Vicki Leyland, of Grafton Street, West Park, took dozens of items of jewellery from Milton’s Jewellers on Ormskirk Street and pawned them at other stores in the town.

The 38-year-old also pawned items of stock belonging to the store where she worked back to the jewellers and took the cash, having been threatened by men her ex-husband owed money to.

On Thursday, April 11, she was spared jail after admitting fraud and theft by employee.

Liverpool Crown Court heard that the manager of Milton’s Jewellers noticed a number of items were missing from the store during a stock take in July 2018.

Internal investigations found a total of 25 items worth just shy of £20,000 had been stolen by Leyland, a sales assistant who had worked at the branch for around two-and-a-half years, over a 14-month period in 2017 and 2018.

Mum to an eight-year-old son, she had taken items of stock and pawned them at H&T Jewellers and Cash Converters in St Helens – as well as at Milton’s Jewellers itself.

A statement on behalf of the business described how Leyland had been a ‘popular member of staff’ who had been given a £4,000 advance on her wages while she was stealing from the business.

They added that ‘someone they had thought had been their friend had deceived them and put jobs at risk’.

The statement said: “We are a small, independent, family-run business.

“If the majority of the items of stock had not been recovered, it could have had a devastating impact.

“We had gone out of our way to help some so much, and we felt so disappointed and betrayed – we could not have helped her more than we did.”

Leyland, who has no previous convictions, had taken the items in order to pay off loan sharks her ex-husband owed money to – the couple having split up in 2015.

She described phone calls from a man with a St Helens accent who had harassed her for the money, telling the court: “He told me he was going to get money from me one way or another – he said ‘your son has lost his dad, you don’t want him to lose his mum as well.

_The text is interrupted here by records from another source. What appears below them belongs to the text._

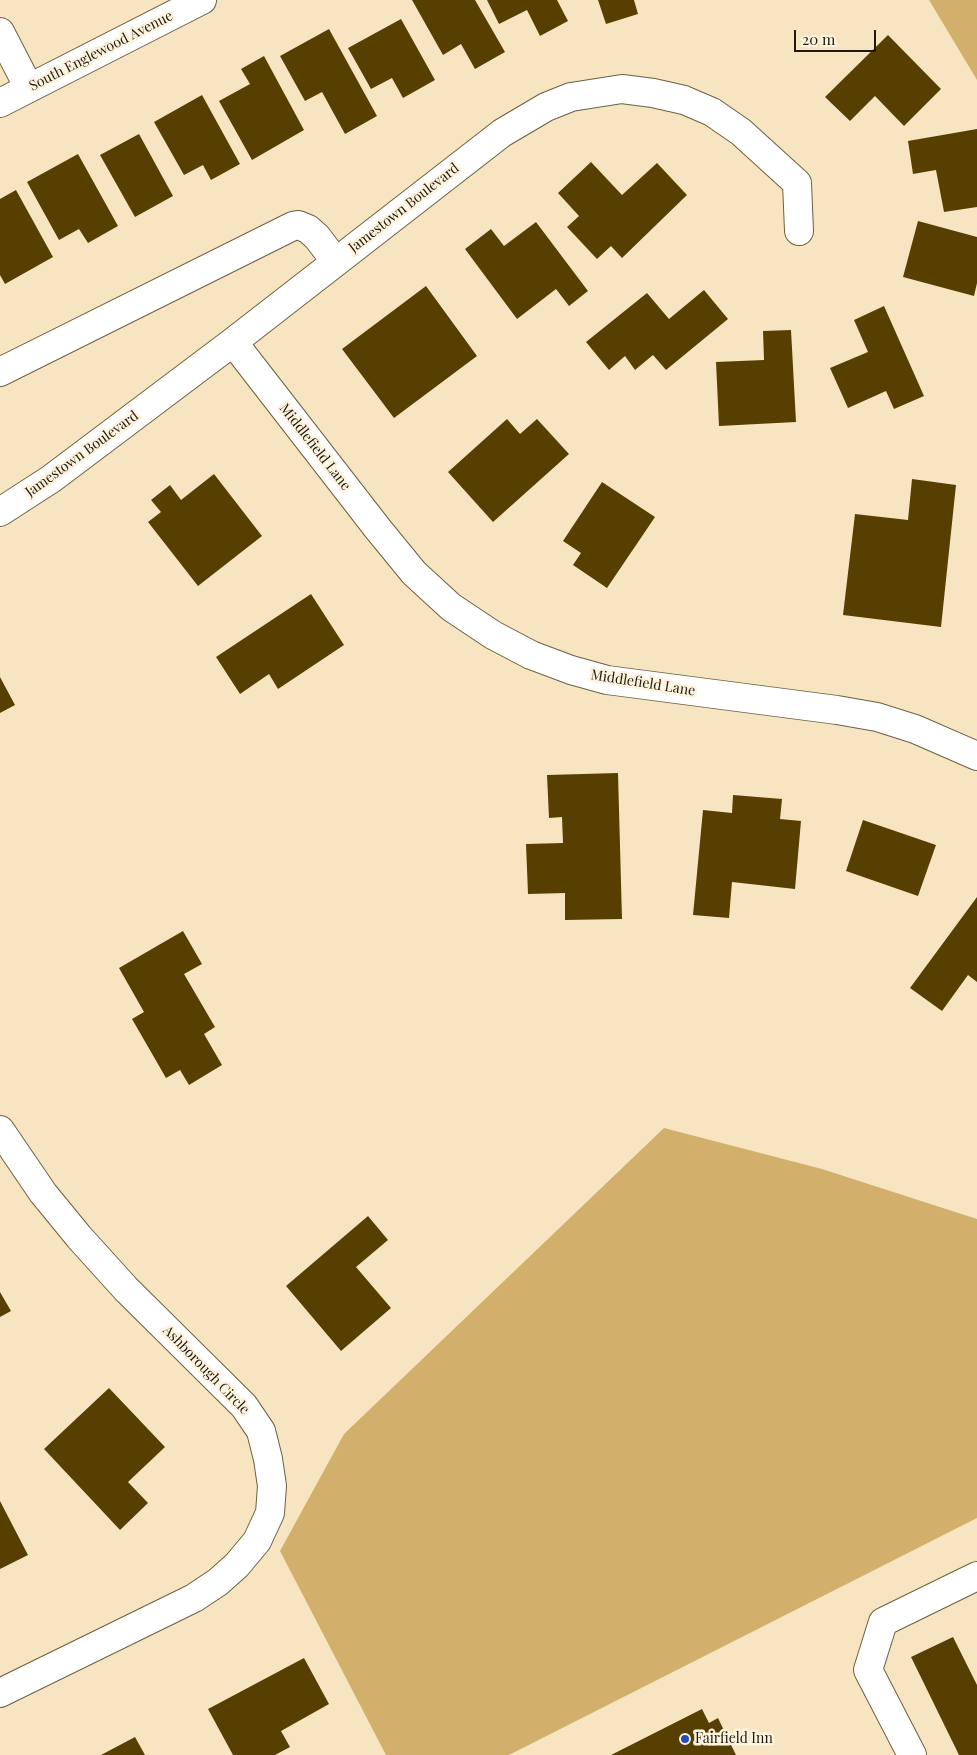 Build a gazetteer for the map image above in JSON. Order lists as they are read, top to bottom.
{
  "streets": {
    "street": [
      "South Englewood Avenue",
      "Jamestown Boulevard",
      "Middlefield Lane",
      "Ashborough Circle"
    ]
  },
  "crossings": [
    ["Jamestown Boulevard", "Middlefield Lane"]
  ],
  "places": ["Fairfield Inn"],
  "scale_bar": "20 m"
} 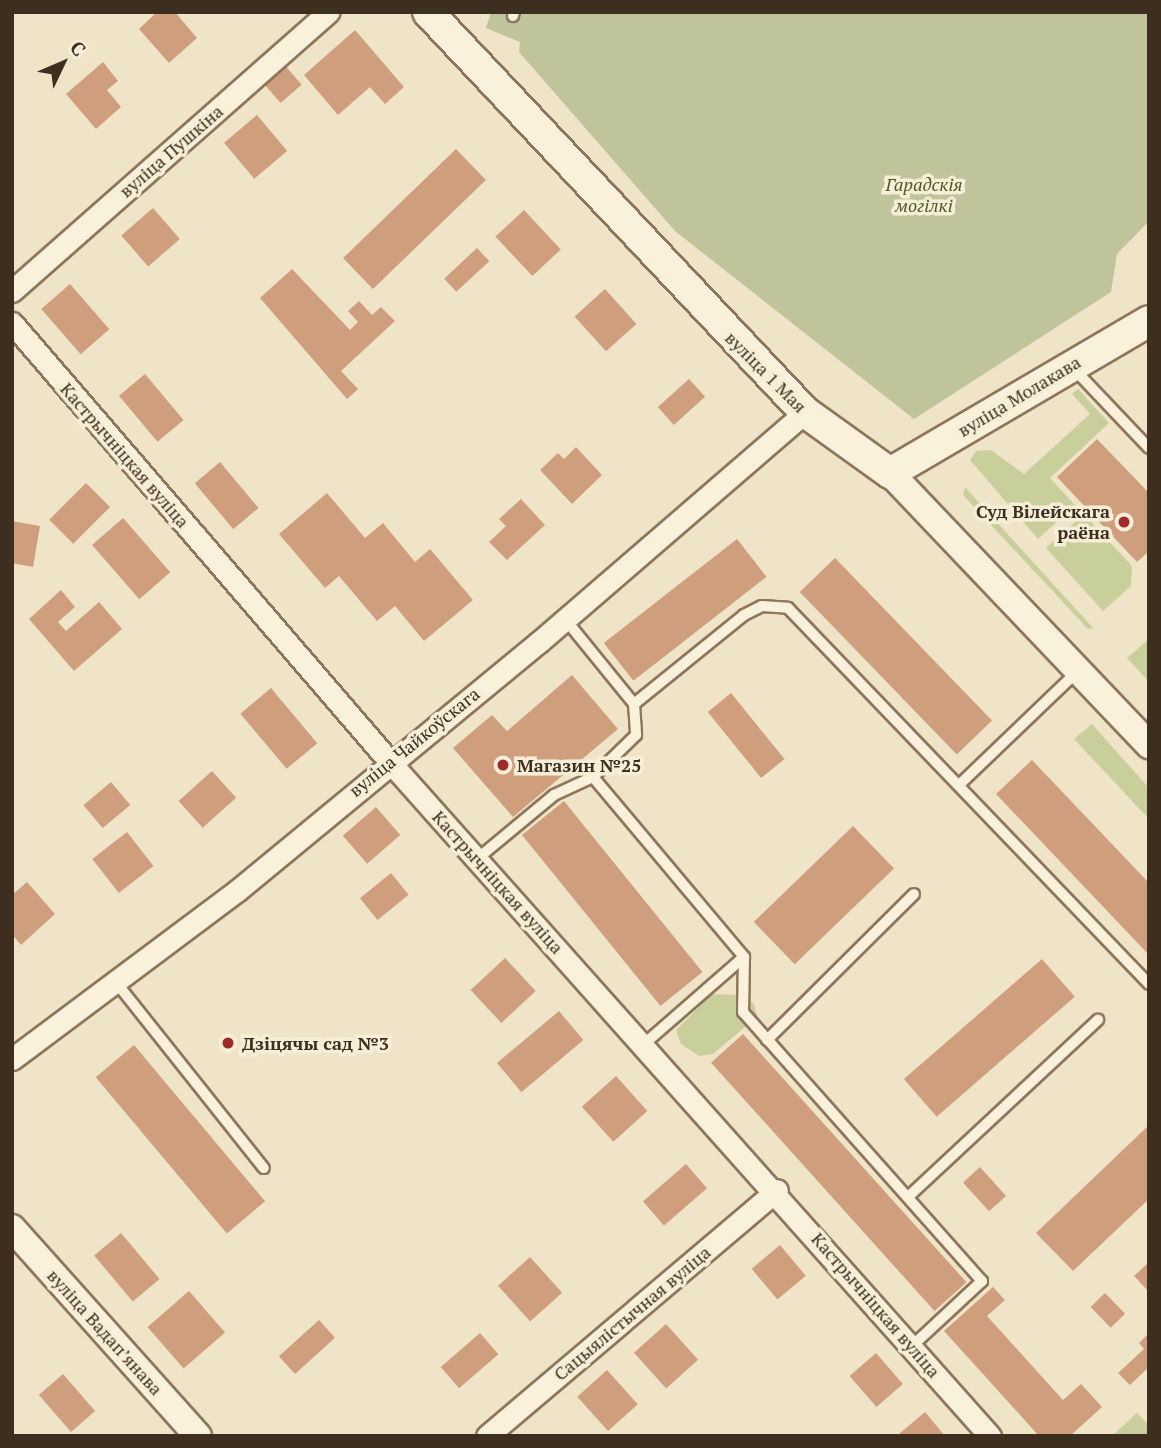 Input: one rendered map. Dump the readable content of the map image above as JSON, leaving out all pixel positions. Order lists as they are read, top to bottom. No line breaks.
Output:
{"streets":{"main road":["вуліца 1 Мая","вуліца Молакава"],"street":["вуліца Пушкіна","Кастрычніцкая вуліца","вуліца Чайкоўскага","Сацыялістычная вуліца","вуліца Вадапʼянава"]},"crossings":[["вуліца 1 Мая","вуліца Молакава"],["вуліца 1 Мая","вуліца Чайкоўскага"],["Кастрычніцкая вуліца","вуліца Чайкоўскага"],["Кастрычніцкая вуліца","Сацыялістычная вуліца"]],"parks":["Гарадскія могілкі"],"places":["Суд Вілейскага раёна","Магазин №25","Дзіцячы сад №3"],"north":"top right"}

“He said ‘you know what the consequences are if you don’t do it’, and that he was going to threaten my mum and dad – he was going to break into their house and frighten them.”

“I wanted to go to the police but I was so scared of what he was going to do to me, and I thought I was going to make it worse – I didn’t keep a penny.

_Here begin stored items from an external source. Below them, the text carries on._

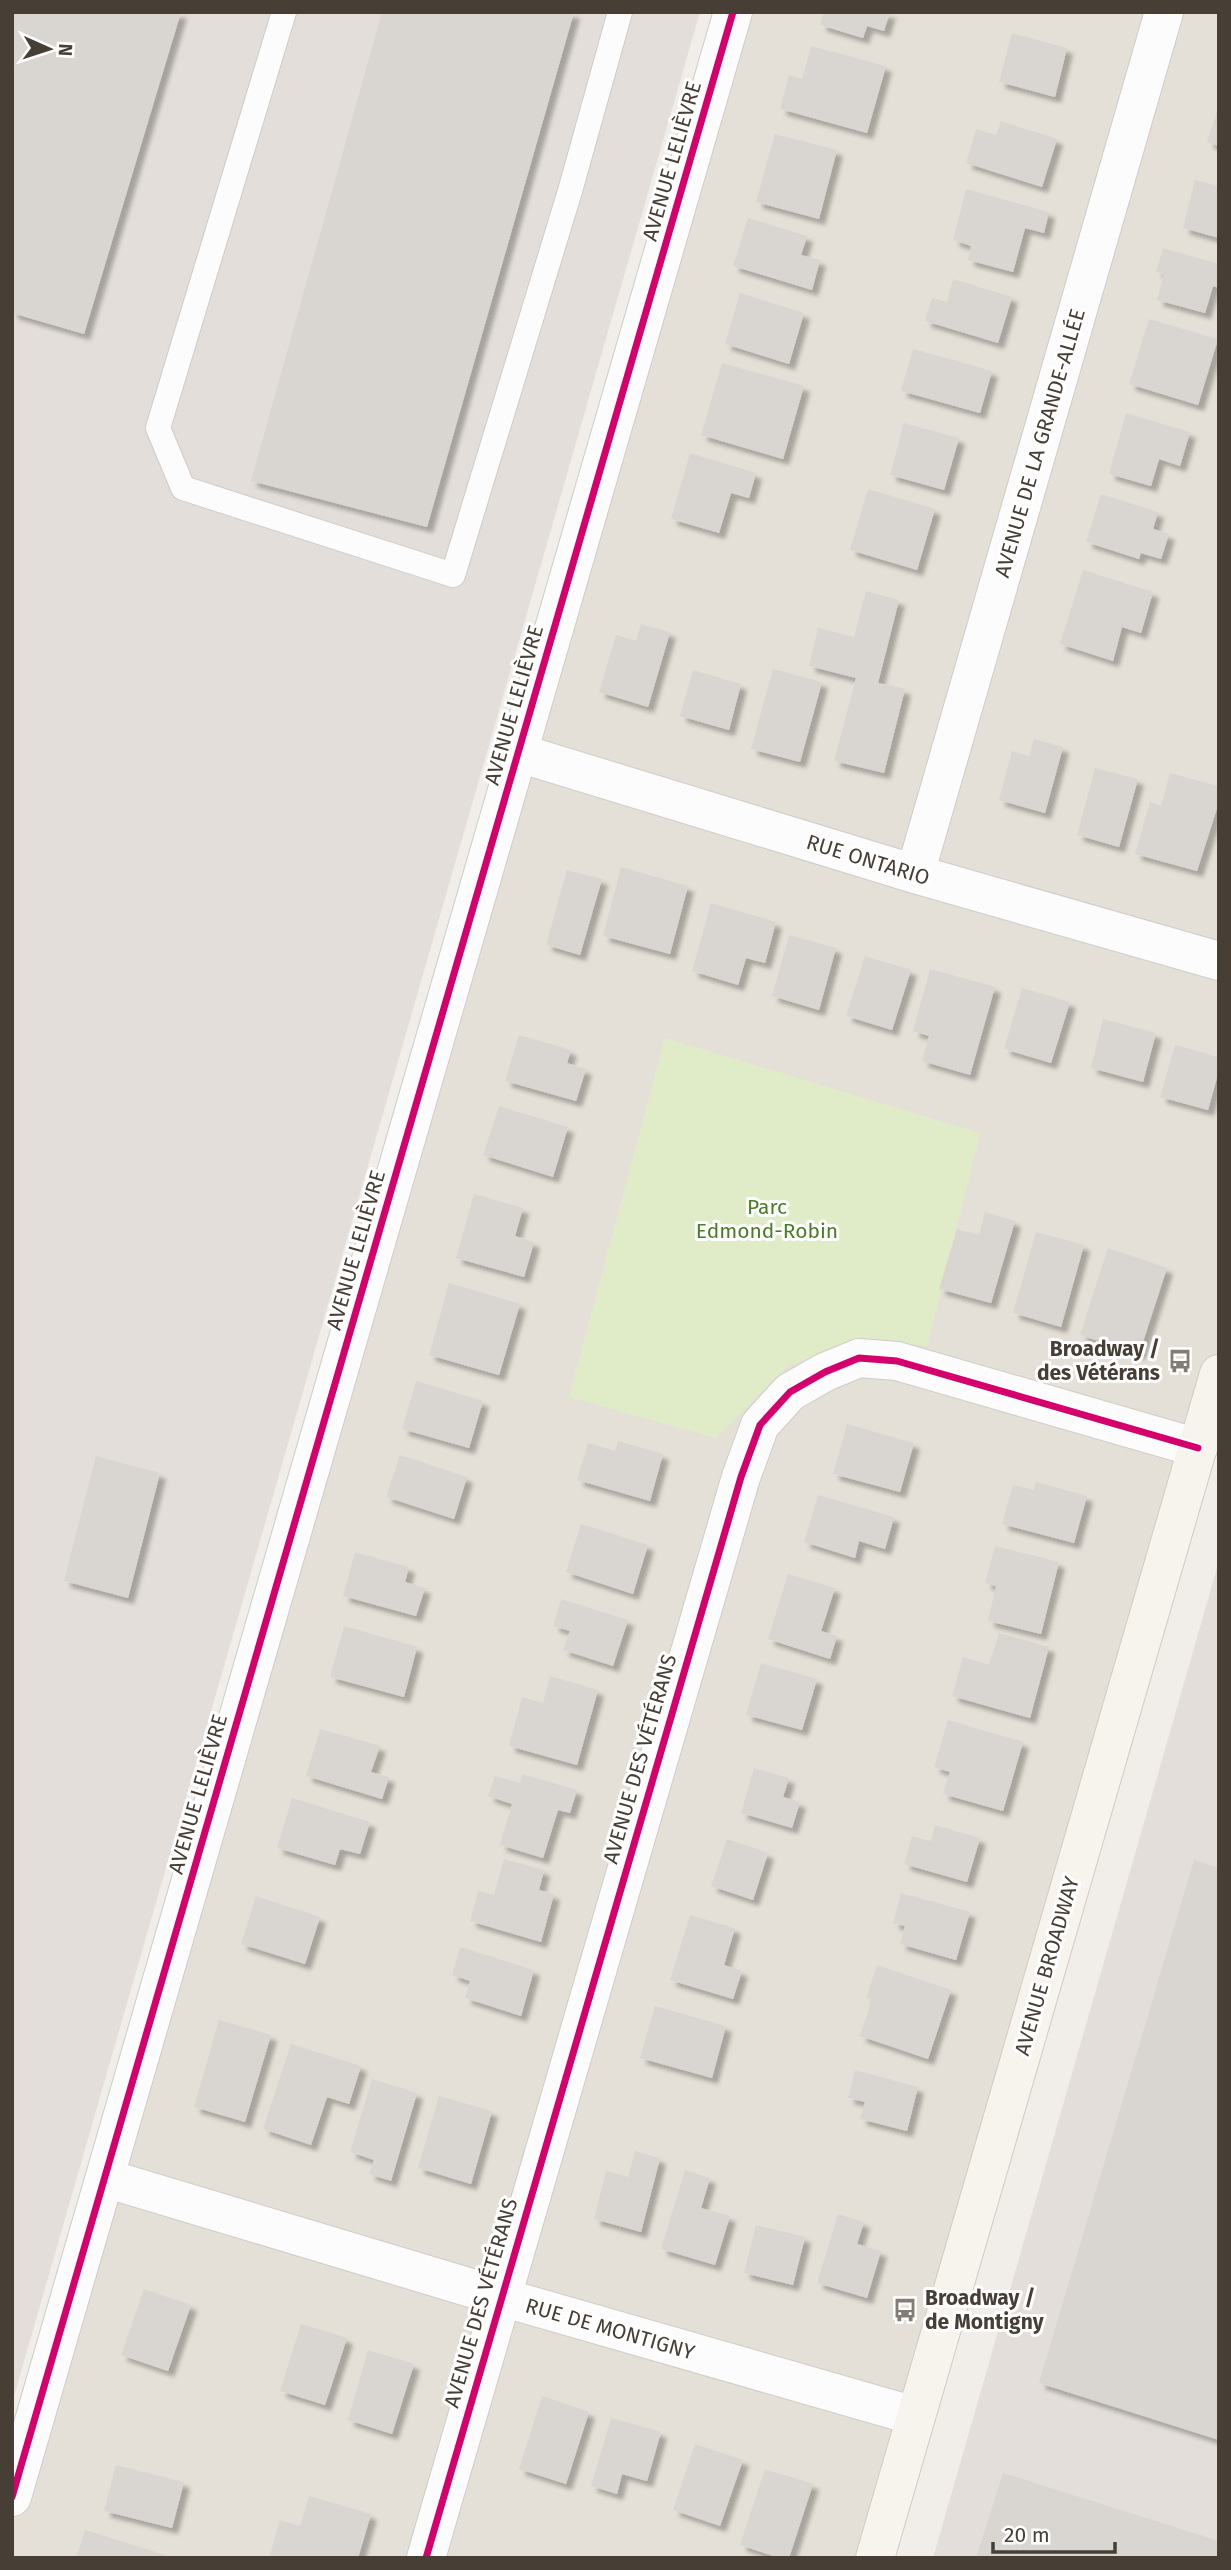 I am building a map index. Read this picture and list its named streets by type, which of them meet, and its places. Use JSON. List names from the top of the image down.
{
  "streets": {
    "street": [
      "AVENUE LELIÈVRE",
      "AVENUE DE LA GRANDE-ALLÉE",
      "RUE ONTARIO",
      "AVENUE DES VÉTÉRANS",
      "AVENUE BROADWAY",
      "RUE DE MONTIGNY"
    ]
  },
  "crossings": [
    ["AVENUE LELIÈVRE", "RUE ONTARIO"],
    ["AVENUE LELIÈVRE", "RUE DE MONTIGNY"],
    ["AVENUE DE LA GRANDE-ALLÉE", "RUE ONTARIO"],
    ["AVENUE DES VÉTÉRANS", "AVENUE BROADWAY"],
    ["AVENUE DES VÉTÉRANS", "RUE DE MONTIGNY"],
    ["AVENUE BROADWAY", "RUE DE MONTIGNY"]
  ],
  "parks": ["Parc Edmond-Robin"],
  "places": {
    "bus stop": ["Broadway / des Vétérans", "Broadway / de Montigny"]
  },
  "scale_bar": "20 m",
  "north": "right"
}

“I was terrified of him – I didn’t tell anybody because I was so convinced that he was going to hurt me.”

Judge Neil Flewitt spared Leyland an immediate prison term – instead handing her an eight-month jail sentence suspended for a year.

She will also be ordered to carry out 120 hours of unpaid work and to pay a victim surcharge.

Sentencing, judge Flewitt said: “I’m not going to send you to prison.

“I hope you appreciate that it’s been a fairly finely-balanced decision.

“You had been made redundant from your previous employment, and your new employer was generous to you – making work for you and making you feel welcome in the working environment by your colleagues.

“But you let these people down very badly.”